Die Überreste der Kirche, die Ansgar im Jahr 855 bauen durfte, liegt wahrscheinlich unter den heutigen Dom von Ribe. Zwar gibt es keine konkrete Spur der Kirche, aber es gibt ausreichende allgemeine Kenntnisse der Kirchenbauten aus dem 9. Jahrhundert, so dass das Ribe Vikinge Center in der Lage ist, eine Rekonstruktion der Ansgar-Kirche aus dem Jahr 860 zu bauen. Größe und Konstruktion der Kirche beruhen auf einem archäologischen Fund in Tostedt in der Nähe von Hamburg, wo Ansgar Bischof war. Die Ausschmückung der Kirche ist im typischen Stil jener Zeit.

Gutshof, Anno 980

Diese Hofanlage wurde in der Zeit von 1986 bis 1994 in Gl. Hviding ausgegraben und später im Ribe Vikinge Center rekonstruiert. Auf dem Gelände finden sich Bebauungsspuren von ca. 400 v. Chr. bis ca. 1150 n. Chr., und oft lässt sich nur schwer feststellen, welche Gebäude gleichzeitig existiert haben. Die Rekonstruktion spiegelt den momentanen Kenntnisstand der Archäologen wieder.

Das Leben auf dem großen Hof war hart für die einen und komfortabel für andere. Hier trifft man die Wikinger auf dem Hof, wo sie mit der Bewältigung der täglichen Aufgaben in dem großen Haushalt beschäftigt sind. Die Tiere, die Felder und der Kräutergarten müssen gepflegt werden, Holz muss gehackt werden, es muss gekocht, gesponnen, gefilzt und gewebt werden und vieles mehr.

Drinnen an der Feuerstelle hängen Würste am Haken über dem Feuer, daneben getrocknete Kräuter, feuchte Wolldecken, manchmal etwas Tang in einer Fischreuse an der Wand. Und vor allem hängt viel Rauch in der Luft.

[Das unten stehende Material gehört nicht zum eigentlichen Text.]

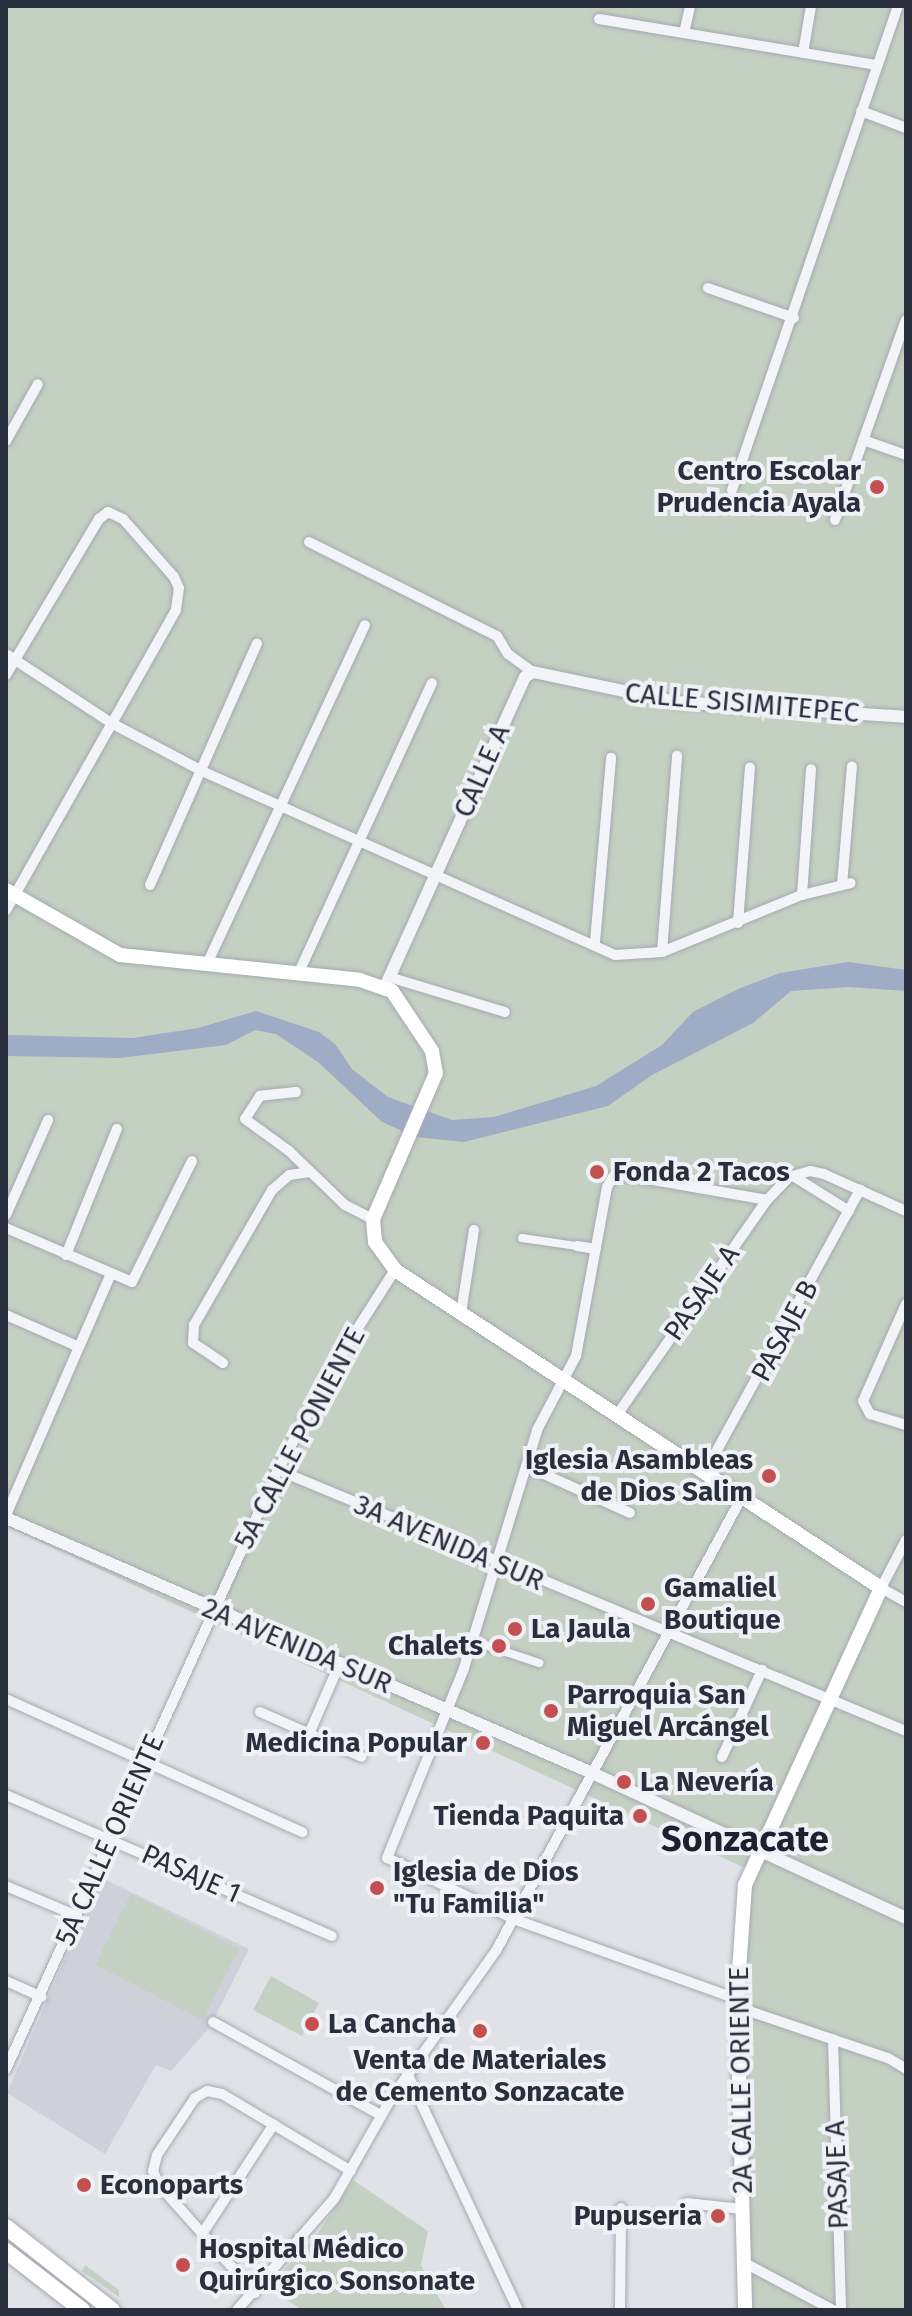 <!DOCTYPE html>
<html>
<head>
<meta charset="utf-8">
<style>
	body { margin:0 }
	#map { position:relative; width:912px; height:2316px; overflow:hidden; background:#e0e2e8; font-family:"Fira Sans",sans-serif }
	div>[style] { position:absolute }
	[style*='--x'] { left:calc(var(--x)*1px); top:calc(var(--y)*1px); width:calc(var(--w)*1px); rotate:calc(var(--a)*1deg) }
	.built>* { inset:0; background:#cfd1da }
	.green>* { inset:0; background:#c4d1c2 }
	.water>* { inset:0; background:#9eacc5 }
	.roads { filter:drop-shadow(0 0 2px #a6a9b2) drop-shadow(0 0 2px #a6a9b2) }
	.pedestrian>* { height:8px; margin:-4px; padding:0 4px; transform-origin:4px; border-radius:4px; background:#f3f4f7 }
	.minor>* { height:10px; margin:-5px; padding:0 5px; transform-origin:5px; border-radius:5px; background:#f3f4f7 }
	.tertiary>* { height:12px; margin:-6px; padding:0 6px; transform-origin:6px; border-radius:6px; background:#f3f4f7 }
	.secondary>* { height:14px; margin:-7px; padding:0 7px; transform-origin:7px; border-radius:7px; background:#fff }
	.primary>* { height:16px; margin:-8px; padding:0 8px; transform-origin:8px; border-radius:8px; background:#fff }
	.dots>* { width:22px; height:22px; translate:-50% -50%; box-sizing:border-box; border:4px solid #f0f1f6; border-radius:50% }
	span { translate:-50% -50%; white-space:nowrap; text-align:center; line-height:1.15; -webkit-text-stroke:8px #f0f1f6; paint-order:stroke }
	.poi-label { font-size:28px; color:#2a2f3e; font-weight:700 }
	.right { translate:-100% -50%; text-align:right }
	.left { translate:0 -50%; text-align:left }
	.street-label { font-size:28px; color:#2a2f3e }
	.district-label { font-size:36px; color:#1c202f; font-weight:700 }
	.frame { position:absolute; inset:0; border:8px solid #2a2f3e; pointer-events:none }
</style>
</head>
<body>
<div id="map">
	<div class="built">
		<i style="clip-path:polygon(100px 1877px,249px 1949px,210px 2027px,171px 2071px,156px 2065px,105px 2154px,7px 2093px)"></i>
	</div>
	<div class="green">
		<i style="clip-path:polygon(6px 6px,906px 6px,906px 2310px,748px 2310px,747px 1869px,6px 1526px)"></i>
		<i style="clip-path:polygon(131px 1894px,239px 1949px,203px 2020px,95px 1965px)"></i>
		<i style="clip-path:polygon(271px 1976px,319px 2003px,302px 2036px,253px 2010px)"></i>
		<i style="clip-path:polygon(353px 2180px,428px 2231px,421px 2265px,446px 2310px,303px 2310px,267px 2288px,316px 2236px)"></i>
		<i style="clip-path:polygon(85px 2265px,119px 2290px,119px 2297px,82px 2271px)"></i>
	</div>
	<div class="water">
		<i style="clip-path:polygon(848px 962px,906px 970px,906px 991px,849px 987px,791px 991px,753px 1023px,652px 1075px,608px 1106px,464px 1142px,416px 1137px,382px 1122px,318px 1062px,276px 1034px,255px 1030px,226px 1045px,120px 1058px,6px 1056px,6px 1035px,133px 1038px,198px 1028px,256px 1011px,319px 1032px,335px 1044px,352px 1069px,388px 1097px,452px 1120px,494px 1117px,596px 1086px,662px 1045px,693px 1012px,738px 989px,780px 973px)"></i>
	</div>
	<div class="roads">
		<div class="pedestrian">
			<i style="--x:522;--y:1238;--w:56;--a:8.3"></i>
			<i style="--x:473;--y:1641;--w:70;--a:18.4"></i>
		</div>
		<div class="minor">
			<i style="--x:599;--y:19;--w:282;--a:9.4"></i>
			<i style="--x:684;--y:33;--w:28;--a:-77"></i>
			<i style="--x:803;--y:53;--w:48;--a:-80.3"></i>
			<i style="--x:861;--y:111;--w:48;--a:20.7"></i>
			<i style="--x:708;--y:288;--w:91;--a:19.2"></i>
			<i style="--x:863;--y:440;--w:46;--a:19.2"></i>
			<i style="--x:6;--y:441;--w:65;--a:-60.7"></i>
			<i style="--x:732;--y:490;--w:512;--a:-71.07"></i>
			<i style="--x:835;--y:520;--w:212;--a:-70.5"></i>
			<i style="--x:309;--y:542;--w:210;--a:26.6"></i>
			<i style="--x:497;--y:636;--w:21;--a:59"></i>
			<i style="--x:508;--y:654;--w:31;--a:36"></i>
			<i style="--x:6;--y:654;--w:128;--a:33.2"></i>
			<i style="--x:113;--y:724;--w:103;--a:27.8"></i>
			<i style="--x:204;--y:772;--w:450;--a:24"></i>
			<i style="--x:615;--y:955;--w:47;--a:-3.7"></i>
			<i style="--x:662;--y:952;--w:151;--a:-22.2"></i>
			<i style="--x:802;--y:895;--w:50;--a:-13.8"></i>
			<i style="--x:6;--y:675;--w:182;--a:-59.2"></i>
			<i style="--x:99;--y:519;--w:11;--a:-38"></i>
			<i style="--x:108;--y:512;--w:17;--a:25"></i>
			<i style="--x:123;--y:519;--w:77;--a:48.7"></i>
			<i style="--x:174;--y:577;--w:12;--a:66"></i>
			<i style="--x:179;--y:588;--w:22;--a:98"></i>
			<i style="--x:176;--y:610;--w:345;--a:119.5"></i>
			<i style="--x:150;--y:885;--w:264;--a:-66.1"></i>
			<i style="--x:842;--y:885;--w:119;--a:-85.2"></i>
			<i style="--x:802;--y:895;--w:126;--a:-85.9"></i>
			<i style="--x:738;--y:923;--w:156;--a:-85.6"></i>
			<i style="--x:595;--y:942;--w:185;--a:-85"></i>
			<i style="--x:662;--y:952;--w:197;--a:-85.6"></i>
			<i style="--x:206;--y:966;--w:376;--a:-65"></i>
			<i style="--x:299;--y:972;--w:318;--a:-65.3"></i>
			<i style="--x:389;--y:977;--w:121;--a:16.8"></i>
			<i style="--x:296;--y:1092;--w:36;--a:174"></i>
			<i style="--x:260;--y:1096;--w:27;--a:123"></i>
			<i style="--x:245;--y:1119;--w:54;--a:36"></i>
			<i style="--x:289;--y:1151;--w:78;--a:44"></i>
			<i style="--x:345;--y:1205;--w:31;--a:27"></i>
			<i style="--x:793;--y:1176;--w:66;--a:32"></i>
			<i style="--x:6;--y:1215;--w:104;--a:-66.1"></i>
			<i style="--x:6;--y:1228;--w:137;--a:23.2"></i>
			<i style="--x:132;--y:1282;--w:135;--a:-63.6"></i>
			<i style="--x:577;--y:1246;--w:19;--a:9"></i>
			<i style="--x:66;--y:1255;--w:136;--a:-68"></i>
			<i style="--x:906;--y:1304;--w:106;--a:113.9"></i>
			<i style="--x:863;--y:1401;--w:15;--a:62"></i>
			<i style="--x:870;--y:1414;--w:38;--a:17"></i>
			<i style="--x:461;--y:1313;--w:84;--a:-81.1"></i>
			<i style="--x:6;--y:1315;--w:77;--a:23.6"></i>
			<i style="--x:223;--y:1363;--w:36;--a:-146"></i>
			<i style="--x:193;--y:1343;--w:18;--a:-87"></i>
			<i style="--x:194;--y:1325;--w:156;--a:-60"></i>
			<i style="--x:272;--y:1190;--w:23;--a:-41"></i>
			<i style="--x:289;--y:1175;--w:21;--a:-8"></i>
			<i style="--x:619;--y:1412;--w:259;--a:-55.1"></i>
			<i style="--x:767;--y:1200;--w:32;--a:-46"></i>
			<i style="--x:789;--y:1177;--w:22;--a:-16"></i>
			<i style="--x:810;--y:1171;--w:14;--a:12"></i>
			<i style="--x:824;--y:1174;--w:90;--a:24.3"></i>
			<i style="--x:526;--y:1466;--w:114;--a:24.3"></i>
			<i style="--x:278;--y:1470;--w:680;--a:22.57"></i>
			<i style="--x:706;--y:1470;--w:320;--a:-61.2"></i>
			<i style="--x:6;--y:1515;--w:261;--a:-66.5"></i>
			<i style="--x:906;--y:1540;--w:54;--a:117.5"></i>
			<i style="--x:881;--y:1588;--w:29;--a:29"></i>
			<i style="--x:6;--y:1699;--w:325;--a:24.2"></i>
			<i style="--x:260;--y:1712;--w:111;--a:23.8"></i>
			<i style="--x:309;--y:1734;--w:75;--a:-66.5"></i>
			<i style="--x:722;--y:1757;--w:96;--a:-65.3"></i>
			<i style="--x:6;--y:1795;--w:355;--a:23.4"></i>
			<i style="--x:6;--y:1886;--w:77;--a:22.9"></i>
			<i style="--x:6;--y:1981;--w:39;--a:24"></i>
			<i style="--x:737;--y:1999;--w:237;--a:-160.3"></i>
			<i style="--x:514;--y:1919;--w:141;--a:-154.3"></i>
			<i style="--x:387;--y:1858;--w:205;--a:-67.9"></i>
			<i style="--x:464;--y:1668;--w:249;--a:-72.9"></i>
			<i style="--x:537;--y:1430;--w:84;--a:-62.2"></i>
			<i style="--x:576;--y:1356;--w:172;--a:-79.6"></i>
			<i style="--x:607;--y:1187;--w:12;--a:-59"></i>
			<i style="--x:613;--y:1177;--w:11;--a:-10"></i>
			<i style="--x:624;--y:1175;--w:145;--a:9.9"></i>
			<i style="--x:737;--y:2007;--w:159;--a:18.7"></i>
			<i style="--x:888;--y:2058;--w:21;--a:31"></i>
			<i style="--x:213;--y:2022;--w:192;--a:29"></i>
			<i style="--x:833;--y:2039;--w:271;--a:88.3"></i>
			<i style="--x:6;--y:2069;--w:658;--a:-65.58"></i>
			<i style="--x:278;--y:1470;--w:113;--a:-62.1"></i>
			<i style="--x:331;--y:1370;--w:119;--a:-57.4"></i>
			<i style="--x:407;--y:2073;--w:262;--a:64.9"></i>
			<i style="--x:687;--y:2203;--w:55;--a:6.2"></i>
			<i style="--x:202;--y:2234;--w:131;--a:-56.8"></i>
			<i style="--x:743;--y:2262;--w:102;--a:28.1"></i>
			<i style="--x:255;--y:2293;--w:144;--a:-131.6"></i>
			<i style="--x:159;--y:2185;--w:15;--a:-113"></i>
			<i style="--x:153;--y:2171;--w:16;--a:-76"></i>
			<i style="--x:157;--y:2155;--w:69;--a:-56.3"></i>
			<i style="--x:195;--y:2098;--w:14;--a:-30"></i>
			<i style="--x:207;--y:2091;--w:15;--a:11"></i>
			<i style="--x:222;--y:2094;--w:150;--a:30.8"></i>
			<i style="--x:237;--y:2310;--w:147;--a:-48.9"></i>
			<i style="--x:334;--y:2199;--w:117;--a:-60.4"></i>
			<i style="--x:392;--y:2097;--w:181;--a:-54.6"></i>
			<i style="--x:497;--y:1949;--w:516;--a:-61.55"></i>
			<i style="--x:620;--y:2310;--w:102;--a:-89.4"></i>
		</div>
		<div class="tertiary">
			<i style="--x:385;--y:987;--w:340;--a:-65.7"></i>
			<i style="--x:525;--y:677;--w:9;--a:-32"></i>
			<i style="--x:533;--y:672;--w:147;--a:11.8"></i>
			<i style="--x:677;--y:702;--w:229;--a:3.7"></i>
			<i style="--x:6;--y:1518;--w:637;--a:23.51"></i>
			<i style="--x:590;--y:1772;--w:348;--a:24.8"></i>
		</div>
		<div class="secondary">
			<i style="--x:6;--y:890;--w:131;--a:29.7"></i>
			<i style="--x:120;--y:955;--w:241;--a:5.9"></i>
			<i style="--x:360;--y:980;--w:34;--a:19"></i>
			<i style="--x:392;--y:991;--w:72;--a:56.3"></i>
			<i style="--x:432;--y:1051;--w:22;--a:80"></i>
			<i style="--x:436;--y:1073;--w:159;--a:113.3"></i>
			<i style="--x:373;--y:1219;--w:23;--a:85"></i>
			<i style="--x:375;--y:1242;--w:34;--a:54"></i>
			<i style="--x:395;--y:1270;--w:581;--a:33.2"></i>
			<i style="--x:881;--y:1588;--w:327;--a:114.6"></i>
			<i style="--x:745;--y:1885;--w:114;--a:94"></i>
			<i style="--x:737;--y:1999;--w:311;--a:88.5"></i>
		</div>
		<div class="primary">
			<i style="--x:6;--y:2227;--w:135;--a:38.1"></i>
			<i style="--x:6;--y:2251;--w:96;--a:37.8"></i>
		</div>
	</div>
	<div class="dots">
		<i style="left:877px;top:487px;background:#c35051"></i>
		<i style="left:597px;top:1172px;background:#c35051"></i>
		<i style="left:769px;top:1476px;background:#c35051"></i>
		<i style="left:648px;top:1604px;background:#c35051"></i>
		<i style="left:515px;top:1629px;background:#c35051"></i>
		<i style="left:499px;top:1646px;background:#c35051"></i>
		<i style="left:551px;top:1711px;background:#c35051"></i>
		<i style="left:483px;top:1743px;background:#c35051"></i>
		<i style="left:624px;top:1782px;background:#c35051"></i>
		<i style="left:640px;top:1816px;background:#c35051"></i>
		<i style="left:377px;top:1888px;background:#c35051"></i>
		<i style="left:312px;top:2024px;background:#c35051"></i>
		<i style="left:480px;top:2031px;background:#c35051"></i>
		<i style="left:84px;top:2185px;background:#c35051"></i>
		<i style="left:718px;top:2216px;background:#c35051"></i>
		<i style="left:183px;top:2265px;background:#c35051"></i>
	</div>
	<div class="poi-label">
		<span class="right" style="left:861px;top:487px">Centro Escolar<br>Prudencia Ayala</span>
		<span class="left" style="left:613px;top:1172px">Fonda 2 Tacos</span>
		<span class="right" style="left:753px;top:1476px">Iglesia Asambleas<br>de Dios Salim</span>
		<span class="left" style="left:664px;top:1604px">Gamaliel<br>Boutique</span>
		<span class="left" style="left:531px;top:1629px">La Jaula</span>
		<span class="right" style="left:483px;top:1646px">Chalets</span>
		<span class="left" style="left:567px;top:1711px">Parroquia San<br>Miguel Arcángel</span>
		<span class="right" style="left:467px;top:1743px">Medicina Popular</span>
		<span class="left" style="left:640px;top:1782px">La Nevería</span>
		<span class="right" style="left:624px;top:1816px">Tienda Paquita</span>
		<span class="left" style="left:393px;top:1888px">Iglesia de Dios<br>"Tu Familia"</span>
		<span class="left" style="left:328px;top:2024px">La Cancha</span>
		<span style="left:480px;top:2076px">Venta de Materiales<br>de Cemento Sonzacate</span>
		<span class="left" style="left:100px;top:2185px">Econoparts</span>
		<span class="right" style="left:702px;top:2216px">Pupuseria</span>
		<span class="left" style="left:199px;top:2265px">Hospital Médico<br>Quirúrgico Sonsonate</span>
	</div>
	<div class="street-label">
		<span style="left:742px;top:703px;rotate:5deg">CALLE SISIMITEPEC</span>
		<span style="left:482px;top:771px;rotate:-66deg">CALLE A</span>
		<span style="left:702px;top:1293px;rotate:-55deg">PASAJE A</span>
		<span style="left:785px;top:1331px;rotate:-62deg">PASAJE B</span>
		<span style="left:300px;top:1438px;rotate:-62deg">5A CALLE PONIENTE</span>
		<span style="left:449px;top:1543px;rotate:23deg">3A AVENIDA SUR</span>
		<span style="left:297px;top:1646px;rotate:23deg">2A AVENIDA SUR</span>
		<span style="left:110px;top:1840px;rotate:-66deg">5A CALLE ORIENTE</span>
		<span style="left:191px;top:1874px;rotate:24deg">PASAJE 1</span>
		<span style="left:741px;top:2080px;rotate:-91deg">2A CALLE ORIENTE</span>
		<span style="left:837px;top:2175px;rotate:-92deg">PASAJE A</span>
	</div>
	<div class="district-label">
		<span style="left:745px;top:1840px">Sonzacate</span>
	</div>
	<div class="frame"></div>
</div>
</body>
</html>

Auf dem Wikingerhof gibt es eine ganze Reihe Tiere, die für die Landwirtschaft in der Wikingerzeit wichtig waren. Die Kühe versorgen die Familie mit Milch und Butter sowie mit Fleisch, Leder, Trinkhörnern, Knochen für Löffel. Die Milch der Schafe wird ebenfalls benutzt, und die Wikinger essen gerne ihr Fleisch. Am wichtigsten ist aber ihre Wolle, aus der Kleidung gemacht wird. Die Ochsen arbeiten als Zugtiere auf dem Feld, wogegen die Pferde bevorzugt als Reittiere dienten. Die Wikinger mögen sehr gerne Schweinefleisch und halten daher die alles fressende Tiere. Die Gänse liefern Daunen für Kissen und Federn für die Pfeile der Jäger, die Hühner versorgen den Hof mit Eiern und Fleisch.

Der Alltag der Wikingerfamilie vergeht im Wesentlichen mit der Beschaffung von Kleidung, Essen und Brennmaterial. Zu manchen Jahreszeiten ist die Nahrungsbeschaffung leicht, den Winter muss man aber vorausschauend vorbereiten. Man baut verschiedene Gemüse an, sammelt Wurzeln, Nüsse und Beeren. Dann muss alles getrocknet, eingelegt, gegärt oder anderweitig konserviert werden.